:: Information given

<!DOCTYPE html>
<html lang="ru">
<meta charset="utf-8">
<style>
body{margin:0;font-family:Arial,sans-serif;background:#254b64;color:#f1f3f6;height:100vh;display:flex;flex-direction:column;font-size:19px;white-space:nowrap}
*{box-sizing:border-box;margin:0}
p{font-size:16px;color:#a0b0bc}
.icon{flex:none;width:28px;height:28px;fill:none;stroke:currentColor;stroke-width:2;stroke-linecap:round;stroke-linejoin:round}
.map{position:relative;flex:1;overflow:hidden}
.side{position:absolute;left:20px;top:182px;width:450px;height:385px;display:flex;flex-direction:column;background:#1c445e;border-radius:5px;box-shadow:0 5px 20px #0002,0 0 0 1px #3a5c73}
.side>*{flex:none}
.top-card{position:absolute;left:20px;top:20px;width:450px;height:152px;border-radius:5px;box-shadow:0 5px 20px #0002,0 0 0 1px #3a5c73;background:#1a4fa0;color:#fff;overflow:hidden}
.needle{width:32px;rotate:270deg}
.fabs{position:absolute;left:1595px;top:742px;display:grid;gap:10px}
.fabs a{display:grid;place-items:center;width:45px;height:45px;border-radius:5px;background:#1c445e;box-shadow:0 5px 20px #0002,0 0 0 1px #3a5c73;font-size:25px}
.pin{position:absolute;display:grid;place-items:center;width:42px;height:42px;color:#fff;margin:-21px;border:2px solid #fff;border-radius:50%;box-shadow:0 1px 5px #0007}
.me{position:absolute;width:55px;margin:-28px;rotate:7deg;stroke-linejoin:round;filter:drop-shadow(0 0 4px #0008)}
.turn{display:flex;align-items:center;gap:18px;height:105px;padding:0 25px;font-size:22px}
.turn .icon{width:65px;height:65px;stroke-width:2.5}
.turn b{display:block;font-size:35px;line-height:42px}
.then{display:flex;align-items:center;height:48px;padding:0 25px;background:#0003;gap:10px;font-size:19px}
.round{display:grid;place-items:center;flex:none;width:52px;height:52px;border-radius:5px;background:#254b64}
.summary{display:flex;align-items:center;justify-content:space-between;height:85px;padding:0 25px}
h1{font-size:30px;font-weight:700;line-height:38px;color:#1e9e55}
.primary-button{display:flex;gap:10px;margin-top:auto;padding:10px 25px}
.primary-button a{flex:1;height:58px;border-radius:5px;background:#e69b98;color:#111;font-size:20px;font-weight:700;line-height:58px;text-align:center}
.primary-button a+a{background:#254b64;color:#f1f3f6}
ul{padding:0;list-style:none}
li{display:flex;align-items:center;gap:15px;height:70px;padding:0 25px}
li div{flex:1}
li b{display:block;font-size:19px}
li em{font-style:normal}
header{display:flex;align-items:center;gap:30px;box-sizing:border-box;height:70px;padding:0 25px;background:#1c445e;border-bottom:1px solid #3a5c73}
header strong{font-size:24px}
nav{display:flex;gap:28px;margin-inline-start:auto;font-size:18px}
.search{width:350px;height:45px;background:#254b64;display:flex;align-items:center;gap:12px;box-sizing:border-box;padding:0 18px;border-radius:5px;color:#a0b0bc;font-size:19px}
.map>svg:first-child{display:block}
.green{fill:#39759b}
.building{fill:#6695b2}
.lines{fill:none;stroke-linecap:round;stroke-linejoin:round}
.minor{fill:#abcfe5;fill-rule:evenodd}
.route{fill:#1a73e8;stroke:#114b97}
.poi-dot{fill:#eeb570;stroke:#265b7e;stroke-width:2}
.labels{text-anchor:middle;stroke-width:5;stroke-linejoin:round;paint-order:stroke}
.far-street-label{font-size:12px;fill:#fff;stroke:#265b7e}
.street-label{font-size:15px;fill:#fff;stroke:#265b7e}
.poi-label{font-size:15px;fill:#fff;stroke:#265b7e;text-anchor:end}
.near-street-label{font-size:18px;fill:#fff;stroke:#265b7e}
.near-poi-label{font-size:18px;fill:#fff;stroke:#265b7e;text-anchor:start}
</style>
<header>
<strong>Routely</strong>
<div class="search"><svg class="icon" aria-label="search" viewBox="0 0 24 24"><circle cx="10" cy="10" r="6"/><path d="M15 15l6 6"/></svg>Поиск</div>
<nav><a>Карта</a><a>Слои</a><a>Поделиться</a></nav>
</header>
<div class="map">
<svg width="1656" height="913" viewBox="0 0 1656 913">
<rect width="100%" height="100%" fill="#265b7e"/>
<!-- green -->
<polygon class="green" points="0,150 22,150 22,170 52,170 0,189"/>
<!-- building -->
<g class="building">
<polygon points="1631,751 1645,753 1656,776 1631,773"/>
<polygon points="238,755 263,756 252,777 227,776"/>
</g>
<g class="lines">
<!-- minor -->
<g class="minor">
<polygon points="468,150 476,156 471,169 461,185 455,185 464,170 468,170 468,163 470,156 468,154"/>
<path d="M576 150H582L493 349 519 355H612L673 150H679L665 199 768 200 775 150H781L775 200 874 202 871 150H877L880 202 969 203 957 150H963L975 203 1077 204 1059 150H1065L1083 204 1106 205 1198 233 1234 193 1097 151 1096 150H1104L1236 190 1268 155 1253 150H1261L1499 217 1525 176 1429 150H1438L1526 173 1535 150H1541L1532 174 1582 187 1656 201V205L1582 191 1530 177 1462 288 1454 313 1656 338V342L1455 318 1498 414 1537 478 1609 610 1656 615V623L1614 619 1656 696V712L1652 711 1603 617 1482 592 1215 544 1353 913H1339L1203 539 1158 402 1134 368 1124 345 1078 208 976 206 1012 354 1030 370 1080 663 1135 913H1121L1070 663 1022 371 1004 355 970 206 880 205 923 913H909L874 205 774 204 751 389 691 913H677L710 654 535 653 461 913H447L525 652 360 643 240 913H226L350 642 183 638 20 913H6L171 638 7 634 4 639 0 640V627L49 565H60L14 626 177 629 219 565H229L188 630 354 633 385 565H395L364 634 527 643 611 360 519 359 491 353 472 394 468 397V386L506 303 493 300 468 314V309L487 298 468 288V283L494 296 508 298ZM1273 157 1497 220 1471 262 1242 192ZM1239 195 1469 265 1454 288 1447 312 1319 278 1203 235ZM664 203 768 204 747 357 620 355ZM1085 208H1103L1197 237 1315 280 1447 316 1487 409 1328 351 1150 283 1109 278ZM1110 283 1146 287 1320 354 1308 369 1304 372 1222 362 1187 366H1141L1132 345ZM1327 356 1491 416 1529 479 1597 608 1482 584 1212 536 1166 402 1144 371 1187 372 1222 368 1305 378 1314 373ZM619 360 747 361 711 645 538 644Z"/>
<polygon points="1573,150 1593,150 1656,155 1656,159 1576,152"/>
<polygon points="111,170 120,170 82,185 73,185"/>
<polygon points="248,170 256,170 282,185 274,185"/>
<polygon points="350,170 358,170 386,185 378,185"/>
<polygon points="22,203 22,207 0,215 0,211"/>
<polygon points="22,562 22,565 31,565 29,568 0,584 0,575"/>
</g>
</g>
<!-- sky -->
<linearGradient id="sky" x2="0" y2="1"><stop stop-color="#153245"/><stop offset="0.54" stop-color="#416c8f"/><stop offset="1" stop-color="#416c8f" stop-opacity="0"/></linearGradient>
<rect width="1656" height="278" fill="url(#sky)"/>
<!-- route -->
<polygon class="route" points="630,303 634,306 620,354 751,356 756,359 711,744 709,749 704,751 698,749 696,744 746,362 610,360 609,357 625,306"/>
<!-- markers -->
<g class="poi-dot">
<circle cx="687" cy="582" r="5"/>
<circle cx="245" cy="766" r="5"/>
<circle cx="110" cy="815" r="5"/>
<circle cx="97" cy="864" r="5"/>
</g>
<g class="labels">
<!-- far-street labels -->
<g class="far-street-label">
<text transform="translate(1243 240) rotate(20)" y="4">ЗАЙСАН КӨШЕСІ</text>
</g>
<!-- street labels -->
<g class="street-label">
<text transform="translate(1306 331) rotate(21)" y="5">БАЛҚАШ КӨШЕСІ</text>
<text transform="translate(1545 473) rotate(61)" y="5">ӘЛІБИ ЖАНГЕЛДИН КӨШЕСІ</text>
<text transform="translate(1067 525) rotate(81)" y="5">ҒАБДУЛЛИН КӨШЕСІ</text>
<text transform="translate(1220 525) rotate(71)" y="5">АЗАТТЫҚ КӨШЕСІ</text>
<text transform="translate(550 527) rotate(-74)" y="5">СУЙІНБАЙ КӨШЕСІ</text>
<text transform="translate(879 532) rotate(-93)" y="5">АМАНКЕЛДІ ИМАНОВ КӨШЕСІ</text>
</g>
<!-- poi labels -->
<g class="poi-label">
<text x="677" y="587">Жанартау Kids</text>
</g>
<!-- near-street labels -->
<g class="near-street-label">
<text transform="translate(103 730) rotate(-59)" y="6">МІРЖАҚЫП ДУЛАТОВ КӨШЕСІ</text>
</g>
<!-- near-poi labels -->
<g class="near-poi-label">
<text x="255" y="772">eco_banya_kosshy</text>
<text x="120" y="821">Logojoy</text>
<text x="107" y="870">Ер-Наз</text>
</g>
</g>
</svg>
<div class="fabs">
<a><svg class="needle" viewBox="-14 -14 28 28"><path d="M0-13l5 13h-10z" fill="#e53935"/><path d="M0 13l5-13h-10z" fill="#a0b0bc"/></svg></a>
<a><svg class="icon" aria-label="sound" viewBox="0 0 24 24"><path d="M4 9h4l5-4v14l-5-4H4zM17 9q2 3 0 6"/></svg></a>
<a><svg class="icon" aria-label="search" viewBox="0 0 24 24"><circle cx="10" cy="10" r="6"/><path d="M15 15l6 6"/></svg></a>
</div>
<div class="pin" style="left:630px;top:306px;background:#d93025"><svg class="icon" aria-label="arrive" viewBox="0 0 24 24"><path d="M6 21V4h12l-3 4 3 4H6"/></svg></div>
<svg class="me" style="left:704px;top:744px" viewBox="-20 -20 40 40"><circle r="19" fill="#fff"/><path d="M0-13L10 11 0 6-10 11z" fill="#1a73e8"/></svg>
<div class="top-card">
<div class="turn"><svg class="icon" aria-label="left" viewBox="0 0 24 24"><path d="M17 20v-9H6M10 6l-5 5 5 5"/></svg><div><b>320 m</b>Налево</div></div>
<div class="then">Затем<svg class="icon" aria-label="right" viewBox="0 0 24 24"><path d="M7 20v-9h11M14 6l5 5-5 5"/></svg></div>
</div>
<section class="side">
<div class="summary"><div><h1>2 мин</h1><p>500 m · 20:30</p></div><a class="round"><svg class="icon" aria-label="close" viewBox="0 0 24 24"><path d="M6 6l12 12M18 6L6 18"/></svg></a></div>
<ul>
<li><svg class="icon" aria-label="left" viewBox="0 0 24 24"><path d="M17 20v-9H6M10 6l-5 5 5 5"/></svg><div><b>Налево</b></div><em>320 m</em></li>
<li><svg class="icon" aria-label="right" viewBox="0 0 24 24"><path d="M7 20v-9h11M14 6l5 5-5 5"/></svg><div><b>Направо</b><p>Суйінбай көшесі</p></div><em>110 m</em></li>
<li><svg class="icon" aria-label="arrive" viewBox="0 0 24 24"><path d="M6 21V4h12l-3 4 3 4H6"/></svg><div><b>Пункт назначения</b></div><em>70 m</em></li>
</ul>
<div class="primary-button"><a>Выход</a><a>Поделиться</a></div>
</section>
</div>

::::

§ **What is needed**: Wherever "card" appears in a line of the entries, copy that line.

§ **Your solution**:
.top-card{position:absolute;left:20px;top:20px;width:450px;height:152px;border-radius:5px;box-shadow:0 5px 20px #0002,0 0 0 1px #3a5c73;background:#1a4fa0;color:#fff;overflow:hidden}
<div class="top-card">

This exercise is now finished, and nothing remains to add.